### Work required
For the listing below, print exactly the lines from the line with "height:42px; margin:-21px; padding:0" to the line with "translate:-50% -50%; white-space:nowrap;", both included, and nothing beyond them.
[Start of Attachment]
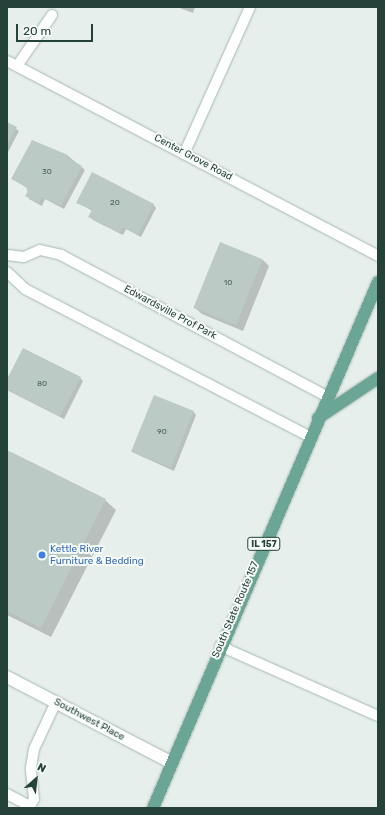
<!DOCTYPE html>
<style>
body{margin:0}
#map{position:relative;width:385px;height:815px;overflow:hidden;background:#e6efeb;font-family:Rubik,sans-serif}
div>[style]{position:absolute}
[style*='--x']{left:calc(var(--x)*1px);top:calc(var(--y)*1px);width:calc(var(--w)*1px);rotate:calc(var(--a)*1deg)}
.shadow>*{inset:0;background:#0003}
.building>*{inset:0;background:#bbcac4;transform-origin:0 0}
.roads{filter:drop-shadow(0 0 1px #a8b8b2) drop-shadow(0 0 1px #a8b8b2)}
.service>*{height:10px;margin:-5px;padding:0 5px;transform-origin:5px;border-radius:5px;background:#fff}
.minor>*{height:12px;margin:-6px;padding:0 6px;transform-origin:6px;border-radius:6px;background:#fff}
.primary>*{height:12px;margin:-6px;padding:0 6px;transform-origin:6px;border-radius:6px;background:#6aa596}
.dots>*{width:11px;height:11px;translate:-50% -50%;box-sizing:border-box;border:2px solid #f7fbf9;border-radius:50%}
span{translate:-50% -50%;white-space:nowrap;text-align:center;line-height:1.15;-webkit-text-stroke:4px #f7fbf9;paint-order:stroke}
.number-label{font-size:8px;color:#4a645c}
.number-label span{-webkit-text-stroke-width:0}
.shield-label span{padding:1px 3px;background:#f7fbf9;border:1px solid;border-radius:3px;-webkit-text-stroke-width:0}
.shield-label{font-size:9px;color:#24423a;font-weight:700}
.street-label{font-size:10px;color:#24423a}
.shop-label{font-size:10px;color:#366cbe}
.left{translate:0 -50%;text-align:left}
.frame{position:absolute;inset:0;border:8px solid #24423a;pointer-events:none}
.north{position:absolute;left:16px;top:759px;width:40px;height:40px;-webkit-text-stroke:3px #f7fbf9;paint-order:stroke;rotate:27deg;font-size:11px;font-weight:700;line-height:16px;text-align:center;color:#24423a}
.north::after{content:'';display:block;margin:auto;width:14px;height:18px;background:#24423a;clip-path:polygon(50% 0,100% 100%,50% 72%,0 100%)}
.scale{position:absolute;left:16px;top:24px;width:77px;height:18px;box-sizing:border-box;border:2px solid #24423a;border-top:0;padding-left:5px;font-size:12px;line-height:14px;white-space:nowrap;color:#24423a;-webkit-text-stroke:3px #f7fbf9;paint-order:stroke}
</style>
<div id="map">
<div class="shadow">
<i style="clip-path:polygon(177px 7px,195px 7px,193px 13px)"></i>
<i style="clip-path:polygon(7px 123px,19px 131px,7px 154px)"></i>
<i style="clip-path:polygon(32px 141px,68px 156px,85px 170px,64px 209px,45px 199px,42px 206px,29px 199px,27px 188px,13px 179px)"></i>
<i style="clip-path:polygon(78px 202px,153px 204px,156px 208px,141px 237px,126px 229px,123px 235px,93px 220px,90px 217px,92px 211px)"></i>
<i style="clip-path:polygon(263px 260px,269px 266px,243px 331px,202px 314px,195px 308px)"></i>
<i style="clip-path:polygon(80px 378px,83px 381px,64px 419px,7px 390px,7px 381px)"></i>
<i style="clip-path:polygon(193px 411px,196px 415px,174px 471px,132px 452px)"></i>
<i style="clip-path:polygon(7px 451px,105px 500px,116px 510px,51px 637px,7px 615px)"></i>
</div>
<div class="building">
<i style="clip-path:polygon(7px 122px,17px 127px,7px 145px)"></i>
<i style="clip-path:polygon(32px 140px,68px 155px,67px 158px,82px 166px,61px 206px,42px 197px,39px 203px,25px 196px,28px 191px,25px 186px,11px 179px)"></i>
<i style="clip-path:polygon(92px 172px,154px 204px,138px 235px,123px 227px,120px 233px,88px 217px,92px 210px,76px 203px)"></i>
<i style="left:220px;top:242px;width:46px;height:71px;rotate:22deg"></i>
<i style="clip-path:polygon(23px 348px,81px 377px,60px 416px,7px 389px,7px 379px)"></i>
<i style="left:154px;top:395px;width:43px;height:61px;rotate:22deg"></i>
<i style="clip-path:polygon(7px 450px,106px 499px,41px 628px,7px 611px)"></i>
</div>
<div class="roads">
<div class="service">
<i style="--x:7;--y:61;--w:419;--a:27.7"></i>
<i style="--x:17;--y:66;--w:62;--a:-55.5"></i>
<i style="--x:184;--y:154;--w:161;--a:-65.8"></i>
<i style="--x:7;--y:255;--w:17;--a:7"></i>
<i style="--x:24;--y:257;--w:17;--a:-24"></i>
<i style="--x:40;--y:250;--w:22;--a:13"></i>
<i style="--x:61;--y:255;--w:302;--a:28"></i>
<i style="--x:7;--y:272;--w:25;--a:43"></i>
<i style="--x:25;--y:289;--w:321;--a:27.4"></i>
<i style="--x:220;--y:646;--w:173;--a:23.9"></i>
<i style="--x:7;--y:794;--w:26;--a:28"></i>
<i style="--x:29;--y:808;--w:10;--a:-61"></i>
<i style="--x:34;--y:799;--w:31;--a:-96"></i>
<i style="--x:31;--y:768;--w:19;--a:-81"></i>
<i style="--x:34;--y:749;--w:52;--a:-64.9"></i>
</div>
<div class="minor">
<i style="--x:7;--y:677;--w:186;--a:27.5"></i>
</div>
<div class="primary">
<i style="--x:318;--y:418;--w:72;--a:-33.7"></i>
<i style="--x:153;--y:808;--w:572;--a:-66.84"></i>
</div>
</div>
<div class="dots">
<i style="left:42px;top:555px;background:#3f7fe0"></i>
</div>
<div class="number-label">
<span style="left:47px;top:172px">30</span>
<span style="left:115px;top:203px">20</span>
<span style="left:228px;top:283px">10</span>
<span style="left:42px;top:384px">80</span>
<span style="left:162px;top:432px">90</span>
</div>
<div class="shield-label">
<span style="left:264px;top:544px">IL 157</span>
</div>
<div class="street-label">
<span style="left:193px;top:158px;rotate:28deg">Center Grove Road</span>
<span style="left:170px;top:313px;rotate:28deg">Edwardsville Prof Park</span>
<span style="left:236px;top:610px;rotate:-67deg">South State Route 157</span>
<span style="left:89px;top:720px;rotate:28deg">Southwest Place</span>
</div>
<div class="shop-label">
<span class="left" style="left:50px;top:555px">Kettle River<br>Furniture &amp; Bedding</span>
</div>
<div class="frame"></div>
<div class="north">N</div>
<div class="scale">20 m</div>
</div>
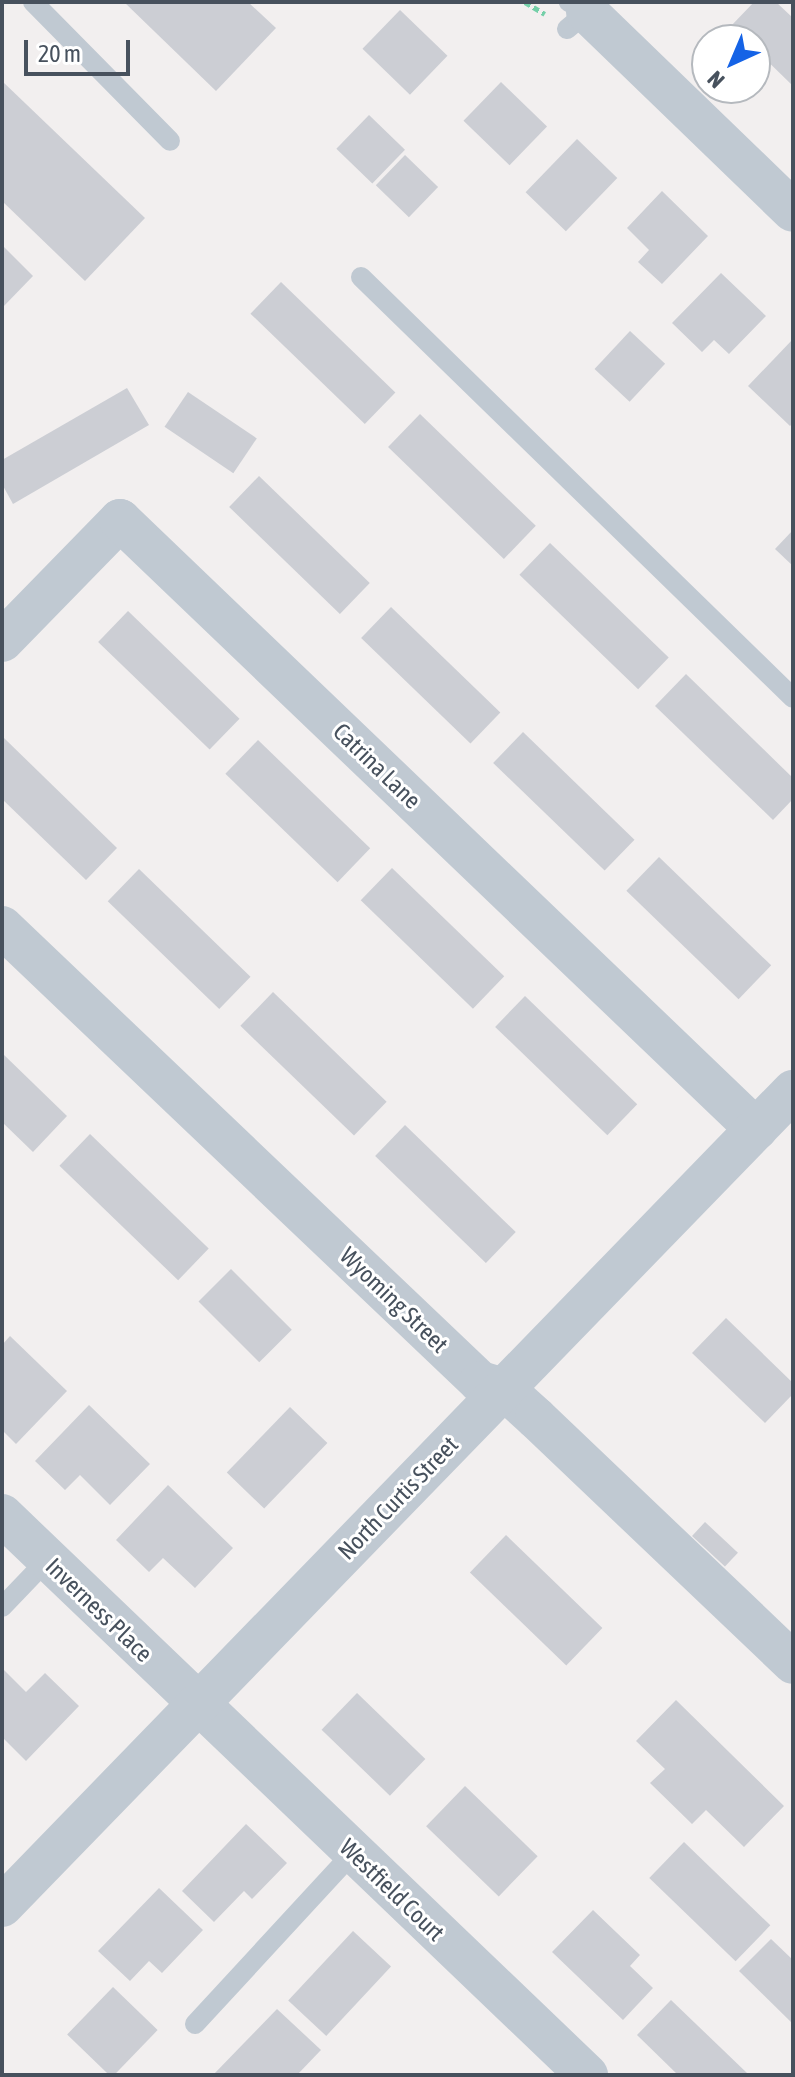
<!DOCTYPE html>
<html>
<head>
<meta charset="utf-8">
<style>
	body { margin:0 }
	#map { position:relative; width:795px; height:2077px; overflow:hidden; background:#f2efef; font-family:"Asap Condensed",sans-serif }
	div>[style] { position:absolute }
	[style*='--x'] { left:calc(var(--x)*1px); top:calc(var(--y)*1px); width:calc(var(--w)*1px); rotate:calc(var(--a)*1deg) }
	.building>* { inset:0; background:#ccced4; transform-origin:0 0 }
	.path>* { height:5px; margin-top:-2.5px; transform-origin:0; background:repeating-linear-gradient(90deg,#74cfa8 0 6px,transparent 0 10px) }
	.lane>* { height:20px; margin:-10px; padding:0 10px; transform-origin:10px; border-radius:10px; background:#c0c9d2 }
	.street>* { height:42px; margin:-21px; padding:0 21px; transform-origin:21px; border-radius:21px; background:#c0c9d2 }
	span { translate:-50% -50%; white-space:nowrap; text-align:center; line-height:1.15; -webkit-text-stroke:6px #fff; paint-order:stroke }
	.street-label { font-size:24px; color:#47515d }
	.frame { position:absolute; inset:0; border:4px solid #47515d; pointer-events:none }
	.north { position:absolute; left:691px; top:24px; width:80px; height:80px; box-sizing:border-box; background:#fff; border:2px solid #b5b9be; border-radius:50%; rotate:224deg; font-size:22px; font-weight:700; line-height:32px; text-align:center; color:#47515d }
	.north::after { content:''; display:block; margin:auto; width:28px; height:36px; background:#1563e6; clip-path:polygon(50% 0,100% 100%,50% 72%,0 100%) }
	.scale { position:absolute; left:24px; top:40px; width:106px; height:36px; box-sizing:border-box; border:4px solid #47515d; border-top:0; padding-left:10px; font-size:24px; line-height:28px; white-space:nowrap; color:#47515d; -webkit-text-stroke:6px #fff; paint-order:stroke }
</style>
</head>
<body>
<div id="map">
	<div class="building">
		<i style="clip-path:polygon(124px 2px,248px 2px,276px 28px,216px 91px)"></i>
		<i style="clip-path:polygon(754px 2px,776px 2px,793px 18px,793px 86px,755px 49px,755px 40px,746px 40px,731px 26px)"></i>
		<i style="left:400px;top:10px;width:66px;height:54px;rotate:44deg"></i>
		<i style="clip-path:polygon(2px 81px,145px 218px,85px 281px,2px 201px)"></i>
		<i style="left:501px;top:82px;width:64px;height:54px;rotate:44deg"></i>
		<i style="left:369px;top:115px;width:50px;height:47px;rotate:44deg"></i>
		<i style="left:577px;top:139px;width:56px;height:74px;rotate:44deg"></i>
		<i style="left:405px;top:155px;width:46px;height:42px;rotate:44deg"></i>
		<i style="clip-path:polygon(662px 191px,708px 236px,662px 284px,638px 262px,649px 250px,627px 228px)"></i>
		<i style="clip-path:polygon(2px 245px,33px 276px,2px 308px)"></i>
		<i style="clip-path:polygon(721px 273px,766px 316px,729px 354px,714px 340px,702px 352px,672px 323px)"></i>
		<i style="left:281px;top:282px;width:159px;height:44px;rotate:44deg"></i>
		<i style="left:630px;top:331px;width:48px;height:52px;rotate:43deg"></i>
		<i style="clip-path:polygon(793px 339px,793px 423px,790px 426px,748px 386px)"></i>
		<i style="clip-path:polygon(127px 388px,149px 425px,13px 504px,2px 484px,2px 460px)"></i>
		<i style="left:188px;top:392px;width:83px;height:42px;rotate:34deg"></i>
		<i style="left:420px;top:414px;width:161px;height:46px;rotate:44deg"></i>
		<i style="left:259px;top:476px;width:154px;height:43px;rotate:44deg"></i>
		<i style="clip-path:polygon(793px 530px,793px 566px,775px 549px)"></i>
		<i style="left:550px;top:543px;width:165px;height:44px;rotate:44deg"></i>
		<i style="left:391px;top:607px;width:152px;height:43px;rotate:44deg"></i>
		<i style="left:128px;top:611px;width:155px;height:43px;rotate:44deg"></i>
		<i style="clip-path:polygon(686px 674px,793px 778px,793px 799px,773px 820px,655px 706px)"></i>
		<i style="left:523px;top:732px;width:155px;height:43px;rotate:44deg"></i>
		<i style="clip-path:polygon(4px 738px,117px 848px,86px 880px,2px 799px)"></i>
		<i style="left:258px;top:740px;width:156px;height:47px;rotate:44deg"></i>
		<i style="left:659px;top:857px;width:156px;height:47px;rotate:44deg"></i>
		<i style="left:392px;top:868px;width:156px;height:45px;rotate:44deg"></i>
		<i style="left:139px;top:869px;width:155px;height:45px;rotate:44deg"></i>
		<i style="left:273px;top:992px;width:158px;height:47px;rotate:44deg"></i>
		<i style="left:525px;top:996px;width:156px;height:43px;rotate:44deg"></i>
		<i style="clip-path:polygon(2px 1053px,67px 1116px,33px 1152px,2px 1122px)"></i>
		<i style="left:405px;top:1125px;width:154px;height:43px;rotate:44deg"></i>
		<i style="left:90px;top:1134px;width:165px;height:44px;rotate:44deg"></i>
		<i style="left:231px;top:1269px;width:86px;height:46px;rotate:45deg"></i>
		<i style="clip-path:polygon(726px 1318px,793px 1383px,793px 1394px,765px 1423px,692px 1353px)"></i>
		<i style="clip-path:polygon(10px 1336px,67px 1391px,16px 1444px,2px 1430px,2px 1345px)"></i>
		<i style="clip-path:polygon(89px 1405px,150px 1464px,110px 1505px,80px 1475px,65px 1490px,35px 1461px)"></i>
		<i style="left:290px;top:1407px;width:52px;height:91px;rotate:44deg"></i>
		<i style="clip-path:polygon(168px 1485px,233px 1548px,195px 1588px,163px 1558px,149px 1572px,116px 1540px)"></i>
		<i style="left:705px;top:1522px;width:45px;height:19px;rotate:43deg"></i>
		<i style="left:506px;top:1535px;width:134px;height:52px;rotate:44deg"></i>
		<i style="clip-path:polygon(2px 1668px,26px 1692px,45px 1673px,79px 1706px,26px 1761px,2px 1737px)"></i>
		<i style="left:357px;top:1693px;width:95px;height:51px;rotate:44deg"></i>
		<i style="clip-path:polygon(676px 1700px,784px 1806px,744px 1847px,706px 1810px,692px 1824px,650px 1783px,665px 1769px,636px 1741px)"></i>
		<i style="left:465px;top:1786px;width:101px;height:56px;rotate:44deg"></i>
		<i style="clip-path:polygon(246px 1824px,287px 1863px,252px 1899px,244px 1891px,214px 1922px,182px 1891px)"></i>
		<i style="left:684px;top:1842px;width:120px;height:50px;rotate:44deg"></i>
		<i style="clip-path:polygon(159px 1888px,203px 1930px,162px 1973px,149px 1961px,130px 1981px,98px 1951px)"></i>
		<i style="clip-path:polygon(593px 1910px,640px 1955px,630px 1966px,653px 1988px,623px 2020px,552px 1952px)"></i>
		<i style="left:353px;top:1931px;width:52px;height:95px;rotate:43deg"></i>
		<i style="clip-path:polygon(771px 1939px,793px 1960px,793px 2024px,739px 1971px)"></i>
		<i style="left:113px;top:1987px;width:62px;height:66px;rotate:44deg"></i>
		<i style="clip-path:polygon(671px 2000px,747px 2073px,745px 2075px,678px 2075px,637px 2035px)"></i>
		<i style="clip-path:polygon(277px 2009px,321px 2050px,297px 2075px,213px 2075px)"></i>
	</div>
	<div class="path">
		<i style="--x:525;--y:2;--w:23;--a:31"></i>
	</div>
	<div class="lane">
		<i style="--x:33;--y:2;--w:195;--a:45.4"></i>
		<i style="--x:567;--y:29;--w:26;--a:-40"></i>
		<i style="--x:587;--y:12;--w:21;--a:-151"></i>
		<i style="--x:361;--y:277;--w:603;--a:44.26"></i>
		<i style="--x:2;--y:1607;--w:66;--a:-46.2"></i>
		<i style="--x:195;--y:2024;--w:233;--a:-47.3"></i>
	</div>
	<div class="street">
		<i style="--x:587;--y:12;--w:286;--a:44"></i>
		<i style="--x:2;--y:641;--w:169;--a:-45.7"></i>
		<i style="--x:120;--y:520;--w:881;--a:43.76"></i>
		<i style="--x:2;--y:927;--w:660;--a:43.59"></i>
		<i style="--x:480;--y:1382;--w:25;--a:16"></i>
		<i style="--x:504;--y:1389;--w:43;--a:42.2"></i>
		<i style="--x:536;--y:1418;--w:355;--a:43.6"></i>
		<i style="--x:2;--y:1515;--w:810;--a:43.75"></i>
		<i style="--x:2;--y:1906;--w:1136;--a:-45.86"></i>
	</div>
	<div class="street-label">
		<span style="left:377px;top:766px;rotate:44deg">Catrina Lane</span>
		<span style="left:394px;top:1300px;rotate:44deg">Wyoming Street</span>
		<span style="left:398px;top:1498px;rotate:-46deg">North Curtis Street</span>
		<span style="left:99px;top:1610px;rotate:44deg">Inverness Place</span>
		<span style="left:392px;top:1890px;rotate:44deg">Westfield Court</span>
	</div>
	<div class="frame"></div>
	<div class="north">N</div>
	<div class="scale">20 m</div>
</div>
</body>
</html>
[End of Attachment]
### Output
	.street>* { height:42px; margin:-21px; padding:0 21px; transform-origin:21px; border-radius:21px; background:#c0c9d2 }
	span { translate:-50% -50%; white-space:nowrap; text-align:center; line-height:1.15; -webkit-text-stroke:6px #fff; paint-order:stroke }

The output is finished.